À l'opposé, la version de Leterrier semble d'abord capitaliser sur les aspects les plus monstrueux de Hulk. Le choix de l'acteur est diamétralement opposé : Edward Norton possède un physique plutôt frêle, qui le dispose plus facilement à se mettre dans la peau d'un nerd. Son casting est également inattendu puisque ce sont habituellement des acteurs peu connus qui incarnent des super-héros (avant de jouer dans The Incredible Hulk, Norton a été nommé deux fois aux Oscars). Là où le personnage de Bana devait gérer les aspects psychologiques de sa personnalité qui l'amenaient à devenir Hulk, Banner interprété par Norton subit la coprésence de Hulk sur un plan uniquement physique. Ce n'est plus la colère seule qui peut le mener à la transformation, mais la simple accélération de son rythme cardiaque, qui se produit lors de tout type d'effort physique. Le personnage ne cherche pas dans cette version du récit à se réconcilier avec son passé, mais à contrôler les excès du corps : la notion de trauma est balayée, au moins comme cause de la mutation. Banner porte également une montre indiquant son rythme cardiaque, qui émet des sons stridents lorsque l'état limite est atteint. En termes de représentation, cela resitue Hulk du côté d'autres récits similaires que nous avons commentés dans notre chapitre consacré au film d'action (Wesley dans Wanted, Jason Statham dans Crank), où un organe (le cœur, en l'occurrence) se substitue à l'ensemble du corps. Ici, ce rapprochement n'est que temporaire, car une fois transformé, le cœur de Hulk ne possède plus d'importance particulière. Parallèlement, le registre dans lequel le film se situe relève beaucoup moins du cartoon que le film d'Ang Lee. Hulk prend une couleur verte plus sombre, qui semble salie. Sa transformation s'accompagne de cris de bête ; dans les premières scènes, seuls ces sons sont audibles, alors que la silhouette de Hulk est seulement entraperçue. Tous ces éléments contribuent à positionner le genre du film du côté du cinéma d'horreur881. La forme même de Hulk est plus instable, au fil des expériences dont Banner est l'objet.

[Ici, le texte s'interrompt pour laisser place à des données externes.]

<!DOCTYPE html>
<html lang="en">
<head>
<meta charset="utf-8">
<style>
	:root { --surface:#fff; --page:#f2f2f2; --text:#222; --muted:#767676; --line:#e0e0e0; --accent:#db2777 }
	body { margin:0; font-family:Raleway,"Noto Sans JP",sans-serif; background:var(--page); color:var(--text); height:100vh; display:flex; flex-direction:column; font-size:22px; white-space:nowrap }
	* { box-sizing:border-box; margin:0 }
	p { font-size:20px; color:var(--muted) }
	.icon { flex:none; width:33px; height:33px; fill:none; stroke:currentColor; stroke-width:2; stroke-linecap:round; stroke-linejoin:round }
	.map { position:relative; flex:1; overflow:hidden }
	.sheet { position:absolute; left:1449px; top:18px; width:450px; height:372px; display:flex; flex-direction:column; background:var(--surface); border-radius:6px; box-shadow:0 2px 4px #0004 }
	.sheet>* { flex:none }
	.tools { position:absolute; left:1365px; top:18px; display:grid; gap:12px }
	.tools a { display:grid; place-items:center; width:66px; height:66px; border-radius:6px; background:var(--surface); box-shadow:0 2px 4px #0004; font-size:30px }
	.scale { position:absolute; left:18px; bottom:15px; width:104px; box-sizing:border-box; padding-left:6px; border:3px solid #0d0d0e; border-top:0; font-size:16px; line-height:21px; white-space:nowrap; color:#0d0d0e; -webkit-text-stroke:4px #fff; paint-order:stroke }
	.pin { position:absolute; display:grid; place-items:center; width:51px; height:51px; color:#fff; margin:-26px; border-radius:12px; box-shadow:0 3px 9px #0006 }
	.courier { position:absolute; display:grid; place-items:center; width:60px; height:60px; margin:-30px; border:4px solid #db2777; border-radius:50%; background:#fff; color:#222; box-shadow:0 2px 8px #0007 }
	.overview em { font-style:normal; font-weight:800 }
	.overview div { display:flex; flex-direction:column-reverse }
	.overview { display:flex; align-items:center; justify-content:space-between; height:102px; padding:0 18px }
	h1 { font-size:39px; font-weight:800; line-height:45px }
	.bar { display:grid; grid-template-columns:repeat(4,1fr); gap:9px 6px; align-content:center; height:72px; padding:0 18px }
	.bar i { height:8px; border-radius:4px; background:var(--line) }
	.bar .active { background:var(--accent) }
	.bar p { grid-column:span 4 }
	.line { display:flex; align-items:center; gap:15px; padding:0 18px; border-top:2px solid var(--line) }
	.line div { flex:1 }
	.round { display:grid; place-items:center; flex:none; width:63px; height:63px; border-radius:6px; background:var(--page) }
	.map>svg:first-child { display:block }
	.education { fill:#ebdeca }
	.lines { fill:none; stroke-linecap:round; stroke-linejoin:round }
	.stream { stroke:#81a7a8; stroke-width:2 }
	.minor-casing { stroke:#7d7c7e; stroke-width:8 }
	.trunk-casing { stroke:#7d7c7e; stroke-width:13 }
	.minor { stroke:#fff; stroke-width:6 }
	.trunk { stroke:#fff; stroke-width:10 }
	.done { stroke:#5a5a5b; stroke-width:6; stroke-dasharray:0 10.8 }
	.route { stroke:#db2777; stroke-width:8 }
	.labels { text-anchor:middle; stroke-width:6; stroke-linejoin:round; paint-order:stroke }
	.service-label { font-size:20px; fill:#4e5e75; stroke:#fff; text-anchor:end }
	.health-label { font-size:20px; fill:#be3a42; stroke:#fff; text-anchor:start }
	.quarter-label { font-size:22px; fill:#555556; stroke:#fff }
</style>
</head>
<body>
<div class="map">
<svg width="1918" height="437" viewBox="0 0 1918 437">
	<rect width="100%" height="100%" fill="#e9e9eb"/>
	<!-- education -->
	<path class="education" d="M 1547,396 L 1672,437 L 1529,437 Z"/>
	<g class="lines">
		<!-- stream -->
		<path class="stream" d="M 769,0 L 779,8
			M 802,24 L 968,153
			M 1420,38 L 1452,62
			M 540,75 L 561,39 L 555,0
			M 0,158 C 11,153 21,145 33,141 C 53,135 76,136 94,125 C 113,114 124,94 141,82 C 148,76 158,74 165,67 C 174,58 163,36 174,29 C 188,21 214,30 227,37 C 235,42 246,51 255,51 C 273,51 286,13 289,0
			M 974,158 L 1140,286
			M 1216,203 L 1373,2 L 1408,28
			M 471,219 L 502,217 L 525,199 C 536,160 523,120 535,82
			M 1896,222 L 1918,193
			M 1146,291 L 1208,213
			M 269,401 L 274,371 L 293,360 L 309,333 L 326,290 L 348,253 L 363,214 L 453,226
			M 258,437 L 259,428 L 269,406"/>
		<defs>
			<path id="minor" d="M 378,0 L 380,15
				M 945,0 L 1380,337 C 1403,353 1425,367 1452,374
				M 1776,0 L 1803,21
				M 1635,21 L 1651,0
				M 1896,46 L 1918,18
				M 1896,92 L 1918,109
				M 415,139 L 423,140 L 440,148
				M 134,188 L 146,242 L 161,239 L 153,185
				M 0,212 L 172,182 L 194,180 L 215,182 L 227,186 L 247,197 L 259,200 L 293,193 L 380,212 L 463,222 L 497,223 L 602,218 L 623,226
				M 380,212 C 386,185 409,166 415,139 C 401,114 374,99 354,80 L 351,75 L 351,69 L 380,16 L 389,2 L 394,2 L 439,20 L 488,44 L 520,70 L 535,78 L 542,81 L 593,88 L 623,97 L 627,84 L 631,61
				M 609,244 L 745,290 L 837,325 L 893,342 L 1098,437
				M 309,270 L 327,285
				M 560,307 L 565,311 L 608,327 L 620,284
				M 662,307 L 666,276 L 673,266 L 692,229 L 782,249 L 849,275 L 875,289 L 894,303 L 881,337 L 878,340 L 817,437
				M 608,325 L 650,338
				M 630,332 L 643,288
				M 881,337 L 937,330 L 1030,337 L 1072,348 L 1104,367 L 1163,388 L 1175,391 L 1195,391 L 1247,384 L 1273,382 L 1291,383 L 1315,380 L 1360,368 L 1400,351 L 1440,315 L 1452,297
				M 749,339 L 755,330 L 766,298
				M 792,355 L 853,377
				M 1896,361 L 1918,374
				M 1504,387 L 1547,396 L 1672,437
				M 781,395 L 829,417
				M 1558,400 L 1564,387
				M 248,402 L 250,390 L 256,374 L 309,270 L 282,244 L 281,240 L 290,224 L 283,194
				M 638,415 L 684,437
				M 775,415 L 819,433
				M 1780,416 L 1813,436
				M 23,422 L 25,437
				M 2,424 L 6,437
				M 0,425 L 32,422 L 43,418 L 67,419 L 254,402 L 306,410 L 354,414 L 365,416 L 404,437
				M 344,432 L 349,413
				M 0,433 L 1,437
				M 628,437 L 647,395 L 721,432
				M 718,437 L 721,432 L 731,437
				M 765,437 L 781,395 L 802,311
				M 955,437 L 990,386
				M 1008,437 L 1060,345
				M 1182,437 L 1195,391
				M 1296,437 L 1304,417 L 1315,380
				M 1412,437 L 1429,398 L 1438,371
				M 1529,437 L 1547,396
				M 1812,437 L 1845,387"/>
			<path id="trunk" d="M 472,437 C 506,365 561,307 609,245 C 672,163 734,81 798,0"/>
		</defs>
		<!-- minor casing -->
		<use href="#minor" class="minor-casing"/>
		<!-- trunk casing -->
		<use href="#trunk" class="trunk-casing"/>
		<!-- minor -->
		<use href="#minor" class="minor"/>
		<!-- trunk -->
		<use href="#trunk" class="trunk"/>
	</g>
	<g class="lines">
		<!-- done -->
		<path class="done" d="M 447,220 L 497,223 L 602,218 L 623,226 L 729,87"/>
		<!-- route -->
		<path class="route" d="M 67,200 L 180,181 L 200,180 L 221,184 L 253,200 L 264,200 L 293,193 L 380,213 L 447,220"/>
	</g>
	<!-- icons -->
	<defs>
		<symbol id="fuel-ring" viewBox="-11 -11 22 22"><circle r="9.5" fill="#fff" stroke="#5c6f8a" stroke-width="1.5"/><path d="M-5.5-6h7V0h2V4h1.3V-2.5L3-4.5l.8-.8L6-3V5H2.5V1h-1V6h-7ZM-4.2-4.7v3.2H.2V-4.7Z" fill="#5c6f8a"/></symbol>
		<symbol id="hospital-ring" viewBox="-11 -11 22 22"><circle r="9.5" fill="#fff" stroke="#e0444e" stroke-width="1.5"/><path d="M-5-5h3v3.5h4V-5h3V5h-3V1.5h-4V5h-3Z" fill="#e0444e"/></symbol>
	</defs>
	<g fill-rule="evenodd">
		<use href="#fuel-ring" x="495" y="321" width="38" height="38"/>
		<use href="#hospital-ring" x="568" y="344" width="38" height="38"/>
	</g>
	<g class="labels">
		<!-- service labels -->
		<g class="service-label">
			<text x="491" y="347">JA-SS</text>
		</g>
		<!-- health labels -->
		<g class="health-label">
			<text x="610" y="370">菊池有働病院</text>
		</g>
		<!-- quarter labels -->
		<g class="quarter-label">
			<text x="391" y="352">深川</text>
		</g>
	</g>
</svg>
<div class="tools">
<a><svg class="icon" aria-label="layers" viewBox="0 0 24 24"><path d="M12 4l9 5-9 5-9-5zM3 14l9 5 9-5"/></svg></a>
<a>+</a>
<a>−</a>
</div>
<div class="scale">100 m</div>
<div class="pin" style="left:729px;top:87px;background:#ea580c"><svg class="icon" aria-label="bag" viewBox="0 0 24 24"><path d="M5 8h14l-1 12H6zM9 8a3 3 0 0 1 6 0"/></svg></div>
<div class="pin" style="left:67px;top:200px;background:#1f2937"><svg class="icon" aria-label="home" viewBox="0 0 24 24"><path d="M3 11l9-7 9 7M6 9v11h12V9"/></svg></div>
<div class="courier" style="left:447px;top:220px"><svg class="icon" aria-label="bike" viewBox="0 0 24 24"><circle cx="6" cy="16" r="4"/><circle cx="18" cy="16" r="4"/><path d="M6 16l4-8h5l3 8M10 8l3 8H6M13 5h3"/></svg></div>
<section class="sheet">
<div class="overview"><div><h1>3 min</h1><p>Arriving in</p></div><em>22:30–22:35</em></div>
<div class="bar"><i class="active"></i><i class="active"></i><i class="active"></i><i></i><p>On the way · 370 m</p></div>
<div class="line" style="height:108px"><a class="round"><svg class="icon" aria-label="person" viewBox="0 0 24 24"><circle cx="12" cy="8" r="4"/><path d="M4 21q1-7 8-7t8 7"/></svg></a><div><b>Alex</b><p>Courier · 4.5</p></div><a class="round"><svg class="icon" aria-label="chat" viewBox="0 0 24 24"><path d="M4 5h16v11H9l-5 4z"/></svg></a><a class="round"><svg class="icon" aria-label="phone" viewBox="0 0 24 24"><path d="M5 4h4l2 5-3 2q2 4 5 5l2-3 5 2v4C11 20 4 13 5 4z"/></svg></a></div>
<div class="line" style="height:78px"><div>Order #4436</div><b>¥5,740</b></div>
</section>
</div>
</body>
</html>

fig. 124.1 fig. 124.2 fig. 124.3 fig. 124.4 fig. 124.5 fig. 124.6 fig. 124.7 fig. 124.8

fig. 124 : Un aperçu du morphing mis en place dans la version d'Ang Lee.

fig. 125.1 fig. 125.2 fig. 125.3 fig. 125.4

fig. 125 : Aller-retours d'une identité à l'autre dans la version de Leterrier.

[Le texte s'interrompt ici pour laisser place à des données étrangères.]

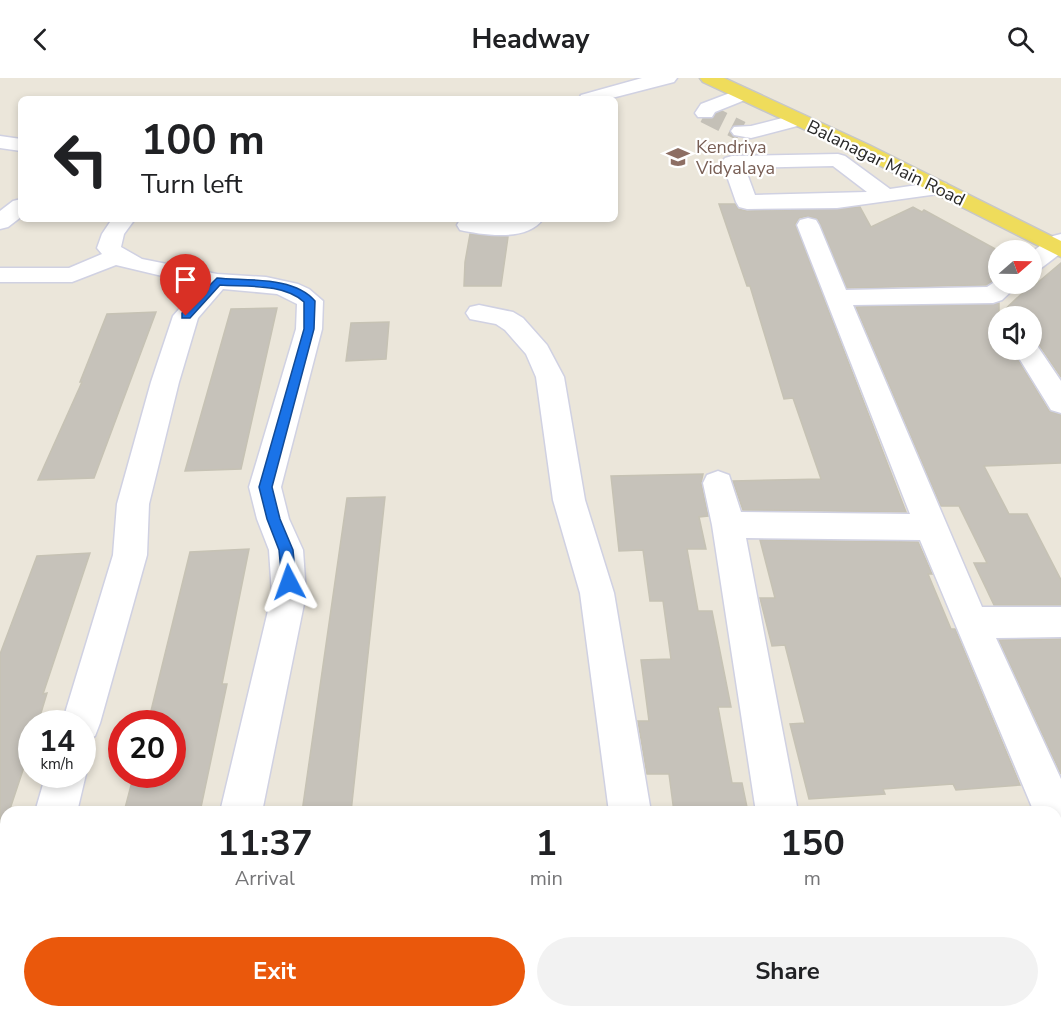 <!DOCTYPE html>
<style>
body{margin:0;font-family:"Nunito Sans",sans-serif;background:#f2f2f2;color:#202124;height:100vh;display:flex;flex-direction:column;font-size:22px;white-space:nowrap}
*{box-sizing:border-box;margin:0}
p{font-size:20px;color:#757577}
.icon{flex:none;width:33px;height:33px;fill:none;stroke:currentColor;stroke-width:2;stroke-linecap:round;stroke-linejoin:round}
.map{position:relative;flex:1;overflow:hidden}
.panel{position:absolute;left:0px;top:728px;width:1062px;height:212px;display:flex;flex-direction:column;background:#fff;border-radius:18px 18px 0 0;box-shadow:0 3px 9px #0003}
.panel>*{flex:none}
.guide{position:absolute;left:18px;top:18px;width:600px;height:126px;border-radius:9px;box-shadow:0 3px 9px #0003;background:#fff;color:#202124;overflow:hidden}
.needle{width:39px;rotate:70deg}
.buttons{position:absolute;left:988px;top:162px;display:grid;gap:12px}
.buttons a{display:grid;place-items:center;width:54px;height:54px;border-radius:50%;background:#fff;box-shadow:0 3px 9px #0003;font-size:30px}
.speed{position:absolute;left:18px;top:632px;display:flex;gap:12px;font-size:30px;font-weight:700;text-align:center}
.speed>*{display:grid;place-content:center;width:78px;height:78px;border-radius:50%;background:#fff;box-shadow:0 3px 9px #0003;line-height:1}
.speed small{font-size:15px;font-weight:400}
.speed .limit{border:9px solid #d22;background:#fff;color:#111}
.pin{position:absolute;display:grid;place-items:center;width:51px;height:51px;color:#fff;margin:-62px -26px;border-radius:50% 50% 50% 0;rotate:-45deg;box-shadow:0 0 6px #0007}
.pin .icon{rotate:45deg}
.me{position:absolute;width:66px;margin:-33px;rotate:356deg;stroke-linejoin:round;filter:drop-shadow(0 0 4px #0008)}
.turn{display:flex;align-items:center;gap:21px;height:126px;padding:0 24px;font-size:27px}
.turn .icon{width:78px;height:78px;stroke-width:2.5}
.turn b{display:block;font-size:42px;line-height:51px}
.eta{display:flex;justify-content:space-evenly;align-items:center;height:102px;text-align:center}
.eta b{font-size:36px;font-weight:700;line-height:42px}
.action{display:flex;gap:12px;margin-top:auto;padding:12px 24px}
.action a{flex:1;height:69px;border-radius:36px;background:#ea580c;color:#fff;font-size:24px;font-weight:700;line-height:69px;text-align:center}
.action a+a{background:#f2f2f2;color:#202124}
header{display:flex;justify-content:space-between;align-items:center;height:78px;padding:0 24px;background:#fff;font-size:27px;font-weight:700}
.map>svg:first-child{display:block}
</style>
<header><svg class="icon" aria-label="back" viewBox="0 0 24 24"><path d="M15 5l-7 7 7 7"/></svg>Headway<svg class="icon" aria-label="search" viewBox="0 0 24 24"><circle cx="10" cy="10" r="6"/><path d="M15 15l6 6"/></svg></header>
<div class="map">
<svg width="1061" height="938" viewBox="0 0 1061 938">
<rect width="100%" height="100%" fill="#ebe6da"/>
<g fill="#c6c2ba" stroke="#c6c2b4" stroke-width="1.5">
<polygon points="719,126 735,126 738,131 747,133 860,129 871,149 913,129 922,134 924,132 999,173 999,199 986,207 847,210 818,141 807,138 799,140 795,146 906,434 743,432 733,403 821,401 793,320 784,321 750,208 747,208"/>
<polygon points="470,156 508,159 501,208 464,208 465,184"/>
<polygon points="1061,185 1061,299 1038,265 1032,263 1032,238 999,238 999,272 1012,272 1049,333 1061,337 1061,385 984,388 1009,436 1027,436 1061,502 1061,527 994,527 974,485 987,485 959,428 941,428 856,229 999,225 999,237 1033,205 1036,206"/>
<polygon points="277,230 241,391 185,393 231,231"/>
<polygon points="156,234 94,400 38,402 82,304 80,304 107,236"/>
<polygon points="389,244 386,281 346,283 351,245"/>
<polygon points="703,396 701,405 708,438 699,439 706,471 687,471 698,533 712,533 731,629 718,629 732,705 742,705 748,734 674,734 669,696 647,696 638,643 649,643 641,582 671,581 663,523 650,523 643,472 619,473 611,398"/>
<polygon points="385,419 351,734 302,734 347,420"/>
<polygon points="760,462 918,464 932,496 928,496 951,551 955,551 1020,707 956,712 953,706 883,711 885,716 809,721 790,646 805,645 785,567 772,568 760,520 775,520"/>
<polygon points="249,471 222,606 227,606 200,734 124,734 134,696 172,696 172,645 148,645 190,474"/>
<polygon points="90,475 43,616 47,615 38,645 32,645 32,665 9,734 6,734 5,746 0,745 0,576 37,478"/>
<polygon points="1061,561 1061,696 999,562"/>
</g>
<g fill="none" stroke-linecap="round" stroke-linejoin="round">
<polyline stroke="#c4c0b7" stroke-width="20" stroke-dasharray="20 10" stroke-linecap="butt" points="705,35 741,53"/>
<g stroke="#d0d1e2" stroke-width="3">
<g id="minor">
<polygon points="642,0 677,0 674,4 608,21 579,21 581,17"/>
<polygon points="743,10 752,16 750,20 715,34 712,39 698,39 695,35 701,26"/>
<polygon points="798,36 805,38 808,42 805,46 751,60 734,57 731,53 734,49 751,48"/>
<polygon points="0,58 21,61 21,73 0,70"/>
<path d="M 838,76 L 845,78 L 890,111 L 938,104 L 946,105 L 949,110 L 946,115 L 938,116 L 837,130 L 747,131 L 739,129 L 736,124 L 722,84 L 725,80 L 732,78 ZM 833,88 L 867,114 L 755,117 L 745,90 Z"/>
<polygon points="21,121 21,139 8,149 0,151 0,133 13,123"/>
<polygon points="808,140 816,142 819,147 846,212 987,209 999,201 999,206 1019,206 1002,222 993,225 853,227 982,529 1061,529 1061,559 996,560 1061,701 1061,752 1056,754 1056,734 1034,734 920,462 746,460 798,734 756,734 712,447 703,405 707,397 718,393 729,397 741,434 910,436 797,147 800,142"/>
<polygon points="112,141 135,141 124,156 121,169 142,181 217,196 266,199 298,206 309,211 323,223 322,251 281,409 289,441 303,472 306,516 262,734 220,734 272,516 269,472 257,441 249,409 296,251 297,226 277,216 223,211 198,240 179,304 149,426 147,477 100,645 95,658 82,663 82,645 62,645 113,477 117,426 151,304 173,238 200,207 116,187 72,204 0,204 0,190 69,190 102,176 97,170 102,156"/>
<path d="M 474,141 L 501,143 L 543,141 C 527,164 483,157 460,152 L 457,147 L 460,142 Z"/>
<polygon points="1061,156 1061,175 1040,191 1032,193 1032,174 1053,158"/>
<polygon points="479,227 513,234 523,240 547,267 564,299 585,422 614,515 651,734 609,734 580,515 553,422 536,299 526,276 505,252 496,246 470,241 466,235 470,229"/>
<polygon points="1032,265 1036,266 1061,303 1061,335 1051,332 1014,272 1032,272"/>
<polygon points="82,687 86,696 77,734 35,734 46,696 82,696"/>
<polygon points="6,799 6,843 0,845 0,801"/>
<rect x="628" y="933" width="48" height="5"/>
<rect x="787" y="933" width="48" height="5"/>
</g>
</g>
<g stroke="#c7c7c7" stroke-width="3">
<polygon id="major" points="700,0 724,0 869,67 1061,163 1061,179 855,75 703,4"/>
</g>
<use href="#minor" fill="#fff" fill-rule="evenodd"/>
<use href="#major" fill="#efdc5b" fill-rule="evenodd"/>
</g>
<path fill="#1a73e8" stroke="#114b97" stroke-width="1.5" d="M 217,200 C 247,203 294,198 315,223 L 314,251 L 272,409 L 280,441 L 293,472 L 296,504 L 289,509 L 282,504 L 279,472 L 267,441 L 259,409 L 304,251 L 304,224 C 284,205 246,209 220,207 L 190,240 L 182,240 L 182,235 Z"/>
<defs>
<g id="school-bare" transform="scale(1.8)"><path d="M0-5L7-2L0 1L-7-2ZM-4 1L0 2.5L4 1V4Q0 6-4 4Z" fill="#8d6e63" stroke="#fff" stroke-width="2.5" paint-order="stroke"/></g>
</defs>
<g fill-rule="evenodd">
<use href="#school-bare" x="678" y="79"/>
</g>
<g text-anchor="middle" stroke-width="4.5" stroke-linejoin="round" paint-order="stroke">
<g font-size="18" fill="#785e54" stroke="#fff" text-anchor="start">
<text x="696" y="75">Kendriya<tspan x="696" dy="21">Vidyalaya</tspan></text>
</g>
<g font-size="18" fill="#292929" stroke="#fff">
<text transform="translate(886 85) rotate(26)" y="6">Balanagar Main Road</text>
</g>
</g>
</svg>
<div class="buttons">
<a><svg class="needle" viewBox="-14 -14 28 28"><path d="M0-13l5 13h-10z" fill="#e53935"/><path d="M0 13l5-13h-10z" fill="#757577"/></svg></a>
<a><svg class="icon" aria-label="sound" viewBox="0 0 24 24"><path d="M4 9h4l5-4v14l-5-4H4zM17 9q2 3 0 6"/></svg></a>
</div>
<div class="speed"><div>14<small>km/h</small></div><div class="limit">20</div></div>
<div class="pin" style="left:186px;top:238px;background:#d93025"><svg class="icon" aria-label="arrive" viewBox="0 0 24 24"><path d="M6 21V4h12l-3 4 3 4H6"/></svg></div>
<svg class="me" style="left:289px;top:504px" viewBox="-20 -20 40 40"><path d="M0-17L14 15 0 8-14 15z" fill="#1a73e8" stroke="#fff" stroke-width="4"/></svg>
<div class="guide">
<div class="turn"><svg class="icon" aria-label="left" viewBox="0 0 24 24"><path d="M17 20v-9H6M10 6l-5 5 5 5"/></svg><div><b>100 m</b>Turn left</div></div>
</div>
<section class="panel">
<div class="eta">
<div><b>11:37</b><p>Arrival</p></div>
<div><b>1</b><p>min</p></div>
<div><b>150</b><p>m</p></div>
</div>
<div class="action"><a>Exit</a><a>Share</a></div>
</section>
</div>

Dans une scène précédant le combat final, Banner reçoit l'antidote censé le guérir – à condition qu'il se transforme une dernière fois. L'acteur devient alors Hulk grâce au morphing, mais le corps, combattant des énergies contraires, se déforme, se distend, recule vers son état humain pour revenir à la forme du monstre, avant d'osciller sans cesse entre les deux apparences (fig. 125). Ceci permet de raccorder l'acteur à son avatar, car dans ce cas le lien est moins évident que dans le film d'Ang Lee.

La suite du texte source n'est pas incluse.